Customer supplied fibre

Derek Slater and Tim Wu think that customers could build their own fibre connections to the net. Here is their paper. I haven’t read it yet but as I mentioned some months ago it sounds like an excellent idea. I have had a related idea here.

[Update: OK, I have now read the paper. It is excellent. Of course, I would think that as it seems to follow the line of thinking in my 2006 CEDA report. Customer-owned fibre is just one option in a raft of suggestions as to how to get local provision of broadband in place. The authors note that the chief barrier is likely to be the availability of what they call an Open Point of Presence connection to the Internet. That is the barrier we face in Australia. But they also argue that a tax credit for broadband investments by customers may be a good funding model. I agree.]

One thought on “Customer supplied fibre”

  1. Here is a paper on the idea

    To start the process any householder should be able to purchase their existing connection from their house to the Internet. As Telstra currently owns most (but in most cases we paid for them through the cost of our land) we should be able to purchase from Telstra for the depreciated value.
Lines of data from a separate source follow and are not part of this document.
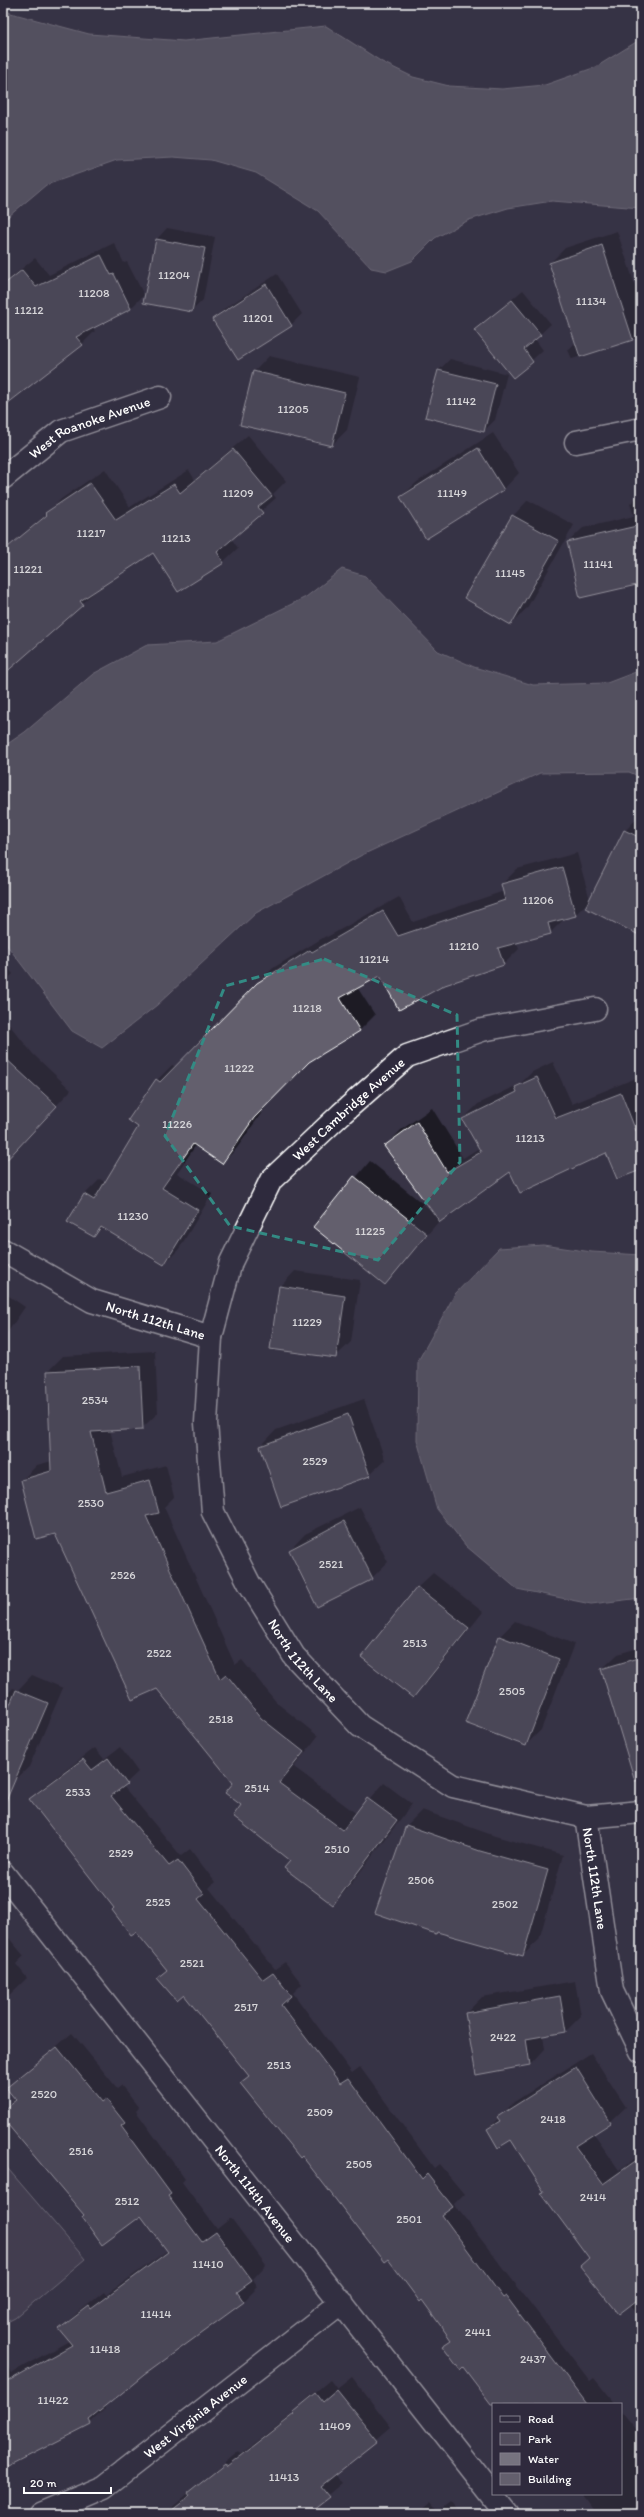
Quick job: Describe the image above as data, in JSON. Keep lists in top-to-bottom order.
{
  "streets": {
    "street": [
      "West Roanoke Avenue",
      "West Cambridge Avenue",
      "North 112th Lane",
      "North 114th Avenue",
      "West Virginia Avenue"
    ]
  },
  "crossings": [
    ["West Cambridge Avenue", "North 112th Lane"],
    ["North 114th Avenue", "West Virginia Avenue"]
  ],
  "house_numbers": [
    "11204",
    "11208",
    "11134",
    "11212",
    "11201",
    "11142",
    "11205",
    "11209",
    "11149",
    "11217",
    "11213",
    "11141",
    "11221",
    "11145",
    "11206",
    "11210",
    "11214",
    "11218",
    "11222",
    "11226",
    "11213",
    "11230",
    "11225",
    "11229",
    "2534",
    "2529",
    "2530",
    "2521",
    "2526",
    "2513",
    "2522",
    "2505",
    "2518",
    "2514",
    "2533",
    "2510",
    "2529",
    "2506",
    "2525",
    "2502",
    "2521",
    "2517",
    "2422",
    "2513",
    "2520",
    "2509",
    "2418",
    "2516",
    "2505",
    "2414",
    "2512",
    "2501",
    "11410",
    "11414",
    "2441",
    "11418",
    "2437",
    "11422",
    "11409",
    "11413"
  ],
  "legend": [
    "Road",
    "Park",
    "Water",
    "Building"
  ],
  "scale_bar": "20 m"
}
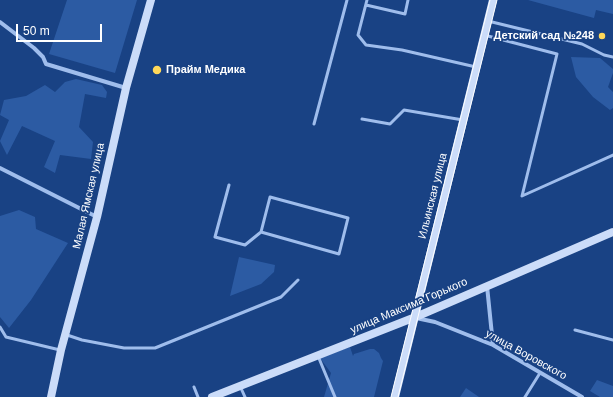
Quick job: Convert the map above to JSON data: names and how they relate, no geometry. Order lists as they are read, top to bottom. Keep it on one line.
{"streets":{"street":["Малая Ямская улица","Ильинская улица","улица Максима Горького","улица Воровского"]},"crossings":[["Ильинская улица","улица Максима Горького"],["Ильинская улица","улица Воровского"],["улица Максима Горького","улица Воровского"]],"places":["Детский сад №248","Прайм Медика"],"scale_bar":"50 m"}
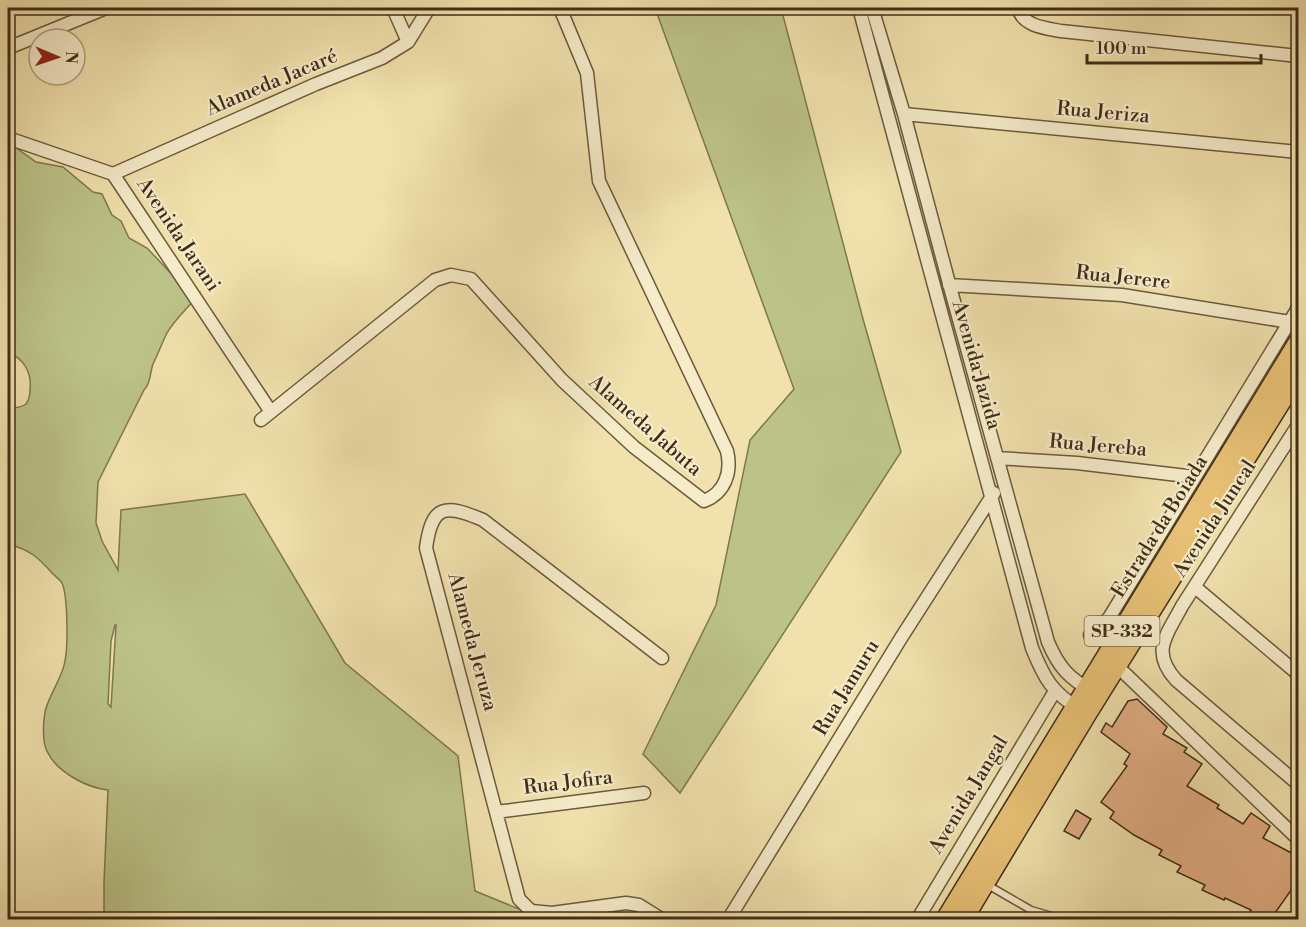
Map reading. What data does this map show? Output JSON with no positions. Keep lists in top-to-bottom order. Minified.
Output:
{"streets":{"main road":["Estrada da Boiada","SP-332"],"street":["Alameda Jacaré","Rua Jeriza","Avenida Jarani","Rua Jerere","Avenida Jazida","Alameda Jabuta","Rua Jereba","Avenida Juncal","Alameda Jeruza","Rua Jamuru","Rua Jofira","Avenida Jangal"]},"crossings":[["Alameda Jacaré","Avenida Jarani"],["Rua Jeriza","Avenida Jazida"],["Avenida Jarani","Alameda Jabuta"],["Rua Jerere","Avenida Jazida"],["Avenida Jazida","Rua Jereba"],["Avenida Jazida","Estrada da Boiada"],["Avenida Jazida","Rua Jamuru"],["Avenida Jazida","Avenida Jangal"],["Alameda Jeruza","Rua Jofira"]],"scale_bar":"100 m","north":"right"}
If we want to upgrade our connection then we get a zero interest loan for 100 years from the Reserve Bank up to some maximum to help pay for the upgrade. The Reserve Bank prints the money for the loan. As the money will be spent on creating a new asset then it will not be inflationary. It will not appear in the “government books”.

    The Reserve Bank ups the fractional reserve amount that banks have to hold and so reduces the amount of new money the banks create through loans – which they seem to be reluctant to do anyway. So fund broadband, create a true market for the last mile all at no cost to the government. Seems like a winner for everyone including Telstra as they will get most of the new business of supplying new and upgraded infrastructure – and we can also get rid of many telecommunications regulations.